══ Extracted information ══

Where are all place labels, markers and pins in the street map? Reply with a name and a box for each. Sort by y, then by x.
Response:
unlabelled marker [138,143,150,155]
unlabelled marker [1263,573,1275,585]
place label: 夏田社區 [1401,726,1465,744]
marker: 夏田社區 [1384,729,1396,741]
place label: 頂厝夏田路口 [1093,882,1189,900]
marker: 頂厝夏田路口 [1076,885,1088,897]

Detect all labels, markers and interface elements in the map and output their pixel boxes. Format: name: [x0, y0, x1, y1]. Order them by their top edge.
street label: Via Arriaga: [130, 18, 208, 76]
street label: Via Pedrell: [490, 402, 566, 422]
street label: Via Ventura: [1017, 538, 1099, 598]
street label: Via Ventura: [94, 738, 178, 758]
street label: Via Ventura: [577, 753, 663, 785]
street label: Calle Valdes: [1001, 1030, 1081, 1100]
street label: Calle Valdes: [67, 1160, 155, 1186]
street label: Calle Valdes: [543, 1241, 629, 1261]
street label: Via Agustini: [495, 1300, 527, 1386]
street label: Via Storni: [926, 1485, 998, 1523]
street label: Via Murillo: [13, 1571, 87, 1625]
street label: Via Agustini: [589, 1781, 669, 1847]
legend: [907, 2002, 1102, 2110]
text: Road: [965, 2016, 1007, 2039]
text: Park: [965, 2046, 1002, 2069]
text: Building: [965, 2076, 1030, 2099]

═══

§ Your assignment: Repeat the data. Every word must match.

§ Answer space:
Where are all place labels, markers and pins in the street map? Reply with a name and a box for each. Sort by y, then by x.
Response:
unlabelled marker [138,143,150,155]
unlabelled marker [1263,573,1275,585]
place label: 夏田社區 [1401,726,1465,744]
marker: 夏田社區 [1384,729,1396,741]
place label: 頂厝夏田路口 [1093,882,1189,900]
marker: 頂厝夏田路口 [1076,885,1088,897]

Detect all labels, markers and interface elements in the map and output their pixel boxes. Format: name: [x0, y0, x1, y1]. Order them by their top edge.
street label: Via Arriaga: [130, 18, 208, 76]
street label: Via Pedrell: [490, 402, 566, 422]
street label: Via Ventura: [1017, 538, 1099, 598]
street label: Via Ventura: [94, 738, 178, 758]
street label: Via Ventura: [577, 753, 663, 785]
street label: Calle Valdes: [1001, 1030, 1081, 1100]
street label: Calle Valdes: [67, 1160, 155, 1186]
street label: Calle Valdes: [543, 1241, 629, 1261]
street label: Via Agustini: [495, 1300, 527, 1386]
street label: Via Storni: [926, 1485, 998, 1523]
street label: Via Murillo: [13, 1571, 87, 1625]
street label: Via Agustini: [589, 1781, 669, 1847]
legend: [907, 2002, 1102, 2110]
text: Road: [965, 2016, 1007, 2039]
text: Park: [965, 2046, 1002, 2069]
text: Building: [965, 2076, 1030, 2099]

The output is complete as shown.